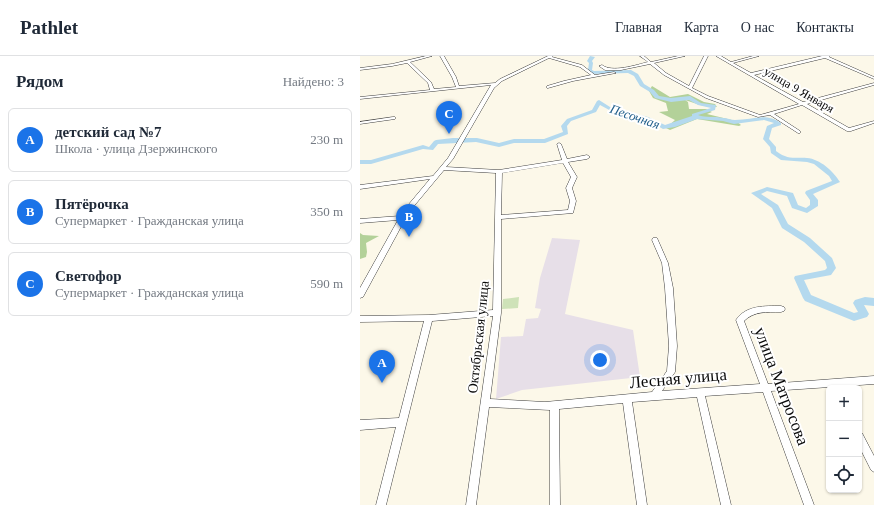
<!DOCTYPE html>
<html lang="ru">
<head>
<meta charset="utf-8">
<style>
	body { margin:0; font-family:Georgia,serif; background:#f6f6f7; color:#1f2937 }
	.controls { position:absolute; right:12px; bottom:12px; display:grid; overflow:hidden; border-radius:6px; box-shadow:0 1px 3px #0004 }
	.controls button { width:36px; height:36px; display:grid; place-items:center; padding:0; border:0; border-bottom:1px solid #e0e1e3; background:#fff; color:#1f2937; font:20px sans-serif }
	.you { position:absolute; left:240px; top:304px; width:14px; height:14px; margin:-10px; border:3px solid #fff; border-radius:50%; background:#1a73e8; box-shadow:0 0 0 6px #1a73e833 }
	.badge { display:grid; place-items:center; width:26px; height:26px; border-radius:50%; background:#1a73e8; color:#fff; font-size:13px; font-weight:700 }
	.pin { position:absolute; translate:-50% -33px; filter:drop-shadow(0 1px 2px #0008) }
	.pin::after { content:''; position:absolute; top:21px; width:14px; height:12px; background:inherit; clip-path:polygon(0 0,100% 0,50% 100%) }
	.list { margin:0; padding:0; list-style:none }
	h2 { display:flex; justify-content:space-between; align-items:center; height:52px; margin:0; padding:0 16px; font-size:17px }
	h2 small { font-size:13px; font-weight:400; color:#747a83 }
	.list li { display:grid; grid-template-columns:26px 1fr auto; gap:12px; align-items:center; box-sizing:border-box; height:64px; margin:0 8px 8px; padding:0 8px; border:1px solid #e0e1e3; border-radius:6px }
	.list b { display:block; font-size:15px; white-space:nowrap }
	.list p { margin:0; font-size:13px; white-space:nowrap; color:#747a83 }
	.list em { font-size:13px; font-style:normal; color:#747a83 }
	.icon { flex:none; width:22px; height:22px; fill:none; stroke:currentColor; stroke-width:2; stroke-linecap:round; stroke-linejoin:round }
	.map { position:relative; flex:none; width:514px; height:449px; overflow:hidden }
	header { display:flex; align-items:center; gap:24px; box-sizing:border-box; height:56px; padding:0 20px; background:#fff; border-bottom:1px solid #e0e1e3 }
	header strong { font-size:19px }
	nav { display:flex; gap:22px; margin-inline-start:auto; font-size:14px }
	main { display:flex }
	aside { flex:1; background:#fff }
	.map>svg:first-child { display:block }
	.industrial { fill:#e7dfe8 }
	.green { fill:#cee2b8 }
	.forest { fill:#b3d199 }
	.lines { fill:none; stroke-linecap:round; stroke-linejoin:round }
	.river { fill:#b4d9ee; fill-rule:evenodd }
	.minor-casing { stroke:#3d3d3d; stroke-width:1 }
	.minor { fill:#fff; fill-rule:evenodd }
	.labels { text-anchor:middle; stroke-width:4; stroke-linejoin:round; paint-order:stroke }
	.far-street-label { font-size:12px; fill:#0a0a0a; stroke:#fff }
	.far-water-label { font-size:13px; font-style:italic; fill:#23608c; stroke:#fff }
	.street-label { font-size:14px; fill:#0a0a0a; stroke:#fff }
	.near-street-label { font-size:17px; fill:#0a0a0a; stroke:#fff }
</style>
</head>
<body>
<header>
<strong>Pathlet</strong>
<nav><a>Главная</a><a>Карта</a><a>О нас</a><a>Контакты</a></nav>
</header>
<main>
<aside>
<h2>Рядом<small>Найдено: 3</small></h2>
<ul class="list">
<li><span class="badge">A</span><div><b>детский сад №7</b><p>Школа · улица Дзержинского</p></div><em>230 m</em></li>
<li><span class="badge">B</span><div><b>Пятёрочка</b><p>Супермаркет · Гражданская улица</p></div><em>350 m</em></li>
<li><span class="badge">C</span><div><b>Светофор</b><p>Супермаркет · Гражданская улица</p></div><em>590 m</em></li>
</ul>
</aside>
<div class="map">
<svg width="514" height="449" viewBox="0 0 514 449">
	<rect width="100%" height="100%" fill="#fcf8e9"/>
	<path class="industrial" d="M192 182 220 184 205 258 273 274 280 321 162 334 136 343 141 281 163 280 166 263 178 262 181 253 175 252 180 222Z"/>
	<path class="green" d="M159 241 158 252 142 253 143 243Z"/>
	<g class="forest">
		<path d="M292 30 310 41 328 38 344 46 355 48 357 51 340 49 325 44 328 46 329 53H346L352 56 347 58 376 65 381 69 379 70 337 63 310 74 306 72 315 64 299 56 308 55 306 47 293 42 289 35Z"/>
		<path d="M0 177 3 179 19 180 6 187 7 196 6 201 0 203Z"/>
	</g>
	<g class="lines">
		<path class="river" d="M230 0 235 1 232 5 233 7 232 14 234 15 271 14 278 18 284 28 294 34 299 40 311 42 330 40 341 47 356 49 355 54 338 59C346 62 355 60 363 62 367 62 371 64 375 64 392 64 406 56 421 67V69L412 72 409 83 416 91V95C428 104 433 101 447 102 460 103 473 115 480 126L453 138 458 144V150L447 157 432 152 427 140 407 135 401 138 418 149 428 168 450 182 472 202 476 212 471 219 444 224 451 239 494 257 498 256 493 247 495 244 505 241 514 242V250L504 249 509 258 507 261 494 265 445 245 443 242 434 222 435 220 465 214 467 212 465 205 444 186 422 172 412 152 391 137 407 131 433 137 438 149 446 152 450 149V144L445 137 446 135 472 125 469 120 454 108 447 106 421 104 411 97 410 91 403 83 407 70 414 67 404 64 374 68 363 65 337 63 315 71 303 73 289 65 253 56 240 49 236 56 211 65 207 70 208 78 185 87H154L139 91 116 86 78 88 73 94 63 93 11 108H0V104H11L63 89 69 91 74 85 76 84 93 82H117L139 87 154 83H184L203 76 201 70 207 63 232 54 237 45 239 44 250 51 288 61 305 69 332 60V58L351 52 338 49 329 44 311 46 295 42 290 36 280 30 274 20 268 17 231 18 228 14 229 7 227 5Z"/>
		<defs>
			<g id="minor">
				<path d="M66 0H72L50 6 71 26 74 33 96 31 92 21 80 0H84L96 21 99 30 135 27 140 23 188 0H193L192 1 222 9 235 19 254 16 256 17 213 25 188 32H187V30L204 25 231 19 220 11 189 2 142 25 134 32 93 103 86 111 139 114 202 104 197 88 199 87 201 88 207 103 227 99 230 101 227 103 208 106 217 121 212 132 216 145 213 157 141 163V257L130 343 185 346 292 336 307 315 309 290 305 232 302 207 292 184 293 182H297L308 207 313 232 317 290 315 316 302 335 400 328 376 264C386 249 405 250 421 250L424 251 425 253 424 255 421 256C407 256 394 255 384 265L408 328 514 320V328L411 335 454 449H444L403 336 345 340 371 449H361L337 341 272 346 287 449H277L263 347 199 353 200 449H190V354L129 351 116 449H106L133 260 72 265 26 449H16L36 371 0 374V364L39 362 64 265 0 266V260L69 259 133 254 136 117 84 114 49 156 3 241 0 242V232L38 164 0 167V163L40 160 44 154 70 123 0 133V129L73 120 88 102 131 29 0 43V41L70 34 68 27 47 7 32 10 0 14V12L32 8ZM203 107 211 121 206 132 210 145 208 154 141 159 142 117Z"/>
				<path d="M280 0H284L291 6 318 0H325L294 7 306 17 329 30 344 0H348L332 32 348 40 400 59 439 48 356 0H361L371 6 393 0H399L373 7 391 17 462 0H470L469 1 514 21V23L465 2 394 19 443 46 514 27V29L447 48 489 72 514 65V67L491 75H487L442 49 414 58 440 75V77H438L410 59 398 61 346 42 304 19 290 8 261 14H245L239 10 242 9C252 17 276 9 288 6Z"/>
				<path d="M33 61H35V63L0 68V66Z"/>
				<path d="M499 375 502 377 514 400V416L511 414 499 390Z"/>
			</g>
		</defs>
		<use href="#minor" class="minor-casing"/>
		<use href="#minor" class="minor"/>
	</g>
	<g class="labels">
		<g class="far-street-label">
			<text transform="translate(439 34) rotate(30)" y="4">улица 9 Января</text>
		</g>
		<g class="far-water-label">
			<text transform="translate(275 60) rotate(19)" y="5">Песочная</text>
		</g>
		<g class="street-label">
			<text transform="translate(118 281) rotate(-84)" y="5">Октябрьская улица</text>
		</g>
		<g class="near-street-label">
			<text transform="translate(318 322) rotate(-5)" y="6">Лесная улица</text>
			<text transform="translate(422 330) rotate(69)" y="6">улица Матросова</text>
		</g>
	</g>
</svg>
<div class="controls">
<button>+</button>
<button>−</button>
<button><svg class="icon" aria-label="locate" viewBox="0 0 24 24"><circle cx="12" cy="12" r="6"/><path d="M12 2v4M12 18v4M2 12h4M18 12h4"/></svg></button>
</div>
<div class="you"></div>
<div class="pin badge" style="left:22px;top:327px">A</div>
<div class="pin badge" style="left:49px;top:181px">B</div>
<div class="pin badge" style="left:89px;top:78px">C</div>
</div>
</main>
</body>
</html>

......

Out of the material above, select every line that holds the string "labels".

Response box:
	.labels { text-anchor:middle; stroke-width:4; stroke-linejoin:round; paint-order:stroke }
	<g class="labels">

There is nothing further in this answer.